I’ve had the week off from work, and have been house-bound with a cold. This means I’ve given myself a pass on housework and socializing, and have spent a great deal of time lazing around, and finally getting to sew some things that had been languishing on my sewing wish list. Since I’m on house arrest and can’t see you, either, here’s a roundup!
First and most importantly, I made you a Mommy Bag. I’m not going to call it a diaper bag, because it’s really more for you than for the baby. I found this fantastic navy woven fabric at Joann, and salvaged the colorful interior fabric from a treasured yard of fabric you bought last summer at Stonemountain and Daughter. The external zipper is a navy separating jacket zipper, the internal one is red nylon. I bought a leather belt and split it in two vertically to make the handles. I hope you love it – it’s super roomy! This fantastic pattern is from the book Handmade Style by Anna Graham.
Runner-up to a Mommy Bag is a comfy cocoon dress for you to wear. I saw a gal on Instagram had made an Inari Tee Dress, a Named Clothing pattern made for a woven fabric, out of a knit fabric for a maternity dress. Hers was super cute, and I think this one will be darling on you! To make sure you have plenty of room in there, I went up one size from your measured size (also shown here is one of the 1,000 Stowe Bags I made for Christmas gifts…I kept one for meeee).
Since I had enough leftover fabric from your Inari dress, I made myself an Inari Tee with the scraps! It’s comfy and squishy but looks smart – I’m wearing it right now and feeling fantastic! Since I am NOT hatching a baby, and this pattern is made for wovens, I went DOWN a size to compensate for using a stretchy knit here instead of an ungiving woven. The neck band stretches to fit perfectly as written in the pattern, and I love love love the result. Also note I made a to-sew list by backing an old frameless picture frame (remember when I had a zillion of these hung in my room?) with a favorite fabric scrap, perfect surface for a whiteboard marker.

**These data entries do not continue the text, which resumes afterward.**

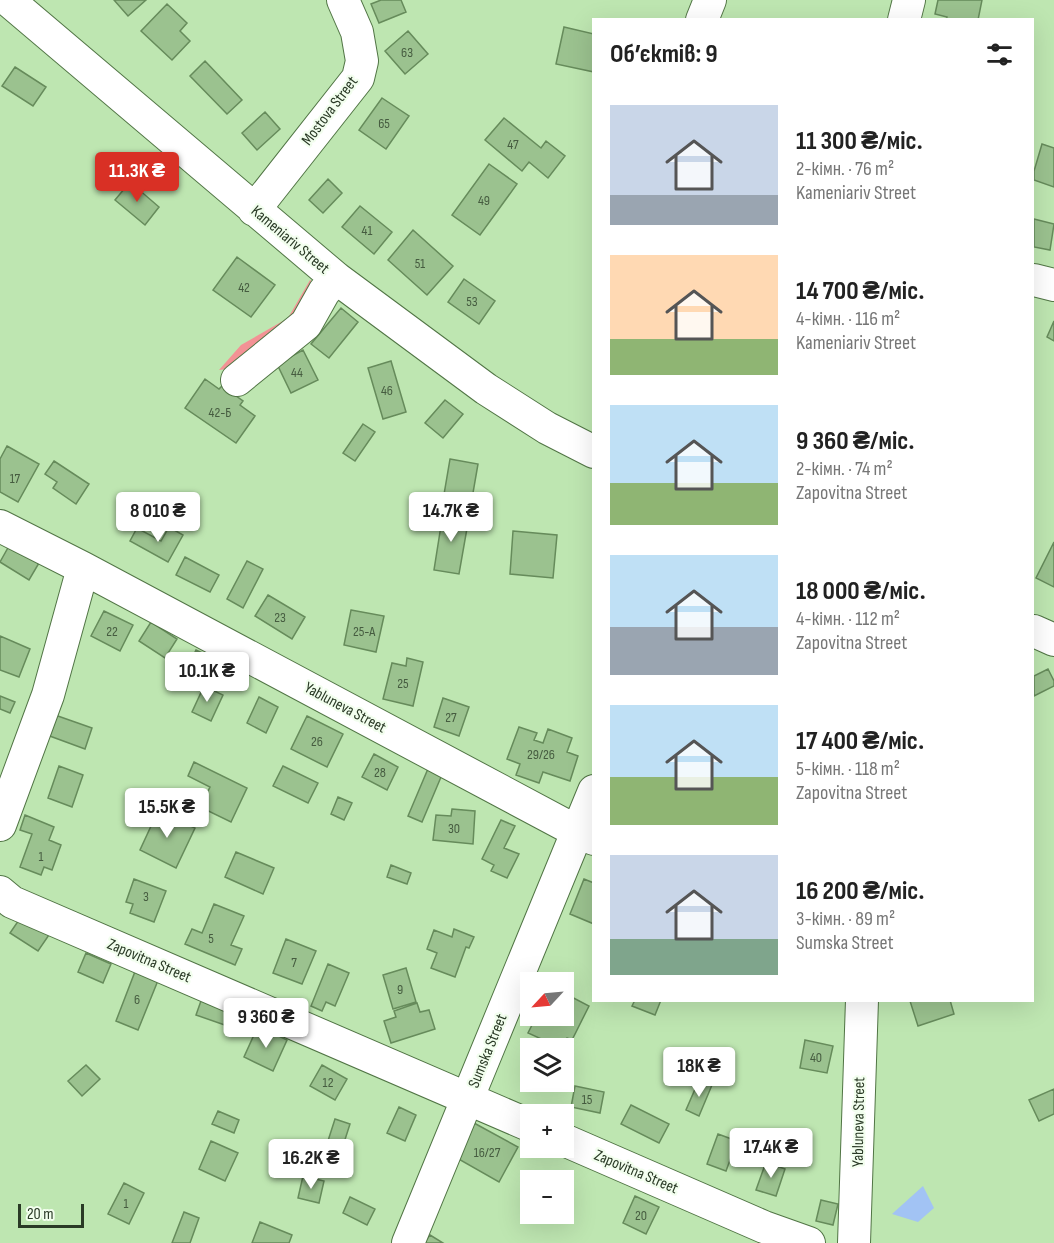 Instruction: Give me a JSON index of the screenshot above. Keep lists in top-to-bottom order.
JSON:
{
  "streets": {
    "street": [
      "Mostova Street",
      "Kameniariv Street",
      "Yabluneva Street",
      "Zapovitna Street",
      "Sumska Street"
    ]
  },
  "crossings": [
    ["Mostova Street", "Kameniariv Street"],
    ["Yabluneva Street", "Sumska Street"],
    ["Zapovitna Street", "Sumska Street"]
  ],
  "house_numbers": [
    "63",
    "65",
    "47",
    "49",
    "41",
    "51",
    "42",
    "53",
    "44",
    "46",
    "42-Б",
    "17",
    "23",
    "22",
    "25-А",
    "25",
    "27",
    "26",
    "29/26",
    "28",
    "30",
    "1",
    "3",
    "5",
    "7",
    "9",
    "6",
    "40",
    "12",
    "15",
    "16/27",
    "1",
    "20"
  ],
  "scale_bar": "20 m",
  "north": "bottom left",
  "page": {
    "heading": "Об’єктів: 9",
    "list": [
      {
        "name": "11 300 ₴/міс.",
        "note": "2-кімн. · 76 m² · Kameniariv Street"
      },
      {
        "name": "14 700 ₴/міс.",
        "note": "4-кімн. · 116 m² · Kameniariv Street"
      },
      {
        "name": "9 360 ₴/міс.",
        "note": "2-кімн. · 74 m² · Zapovitna Street"
      },
      {
        "name": "18 000 ₴/міс.",
        "note": "4-кімн. · 112 m² · Zapovitna Street"
      },
      {
        "name": "17 400 ₴/міс.",
        "note": "5-кімн. · 118 m² · Zapovitna Street"
      },
      {
        "name": "16 200 ₴/міс.",
        "note": "3-кімн. · 89 m² · Sumska Street"
      }
    ],
    "price": [
      "11.3K ₴",
      "8 010 ₴",
      "14.7K ₴",
      "10.1K ₴",
      "15.5K ₴",
      "9 360 ₴",
      "18K ₴",
      "17.4K ₴",
      "16.2K ₴"
    ],
    "map_buttons": ["+", "−"],
    "scale": "20 m"
  }
}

For Christmas, I asked our darling momma for some flannel fabric and coordinating piping, with which to make some Closet Case Files Carolyn Pajamas. This well-written pattern came together quickly – my only regret was choosing flannel for a first try at the pattern – this fabric sticks to itself and made for a frustrating experience at all of the fiddly parts. However, after ripping and reworking almost every seam, I love the result and have been cuddled up in them as often as possible.
Last, but not least, I’ve been eager to try bra-making. Ladies on the internet are turning out beautiful, useful garments using a variety of downloadable patterns. I chose the Cloth Habit Watson Bra, a soft cup with a longline option, for my first attempt. I ordered two kits from The Tailor Made Shop – one in black and burgundy to make a trial run, and one in navy for the real deal. The bra kits from Tailor Made come with all the findings and elastic you’ll need, plus elastic options for modifying your bra to have an all-lace upper edge. Here’s the trial run – I’m very happy wit the result! The pattern was clear, and the sewalong that accompanies it was helpful for any tricky part. There are lots of modifications available, and I’m looking forward to refining my results with a second attempt!
It’s Sunday, which means back to work and the world and stress tomorrow, but I’m feeling so accomplished!
My Darling Sister,
I attempted a Pinterest craft…and succeeded! For a moment I lost faith, and thought this was going to a Pinterest fail. My motivation was to make cupcakes with gold nuggets for a gold panning theme.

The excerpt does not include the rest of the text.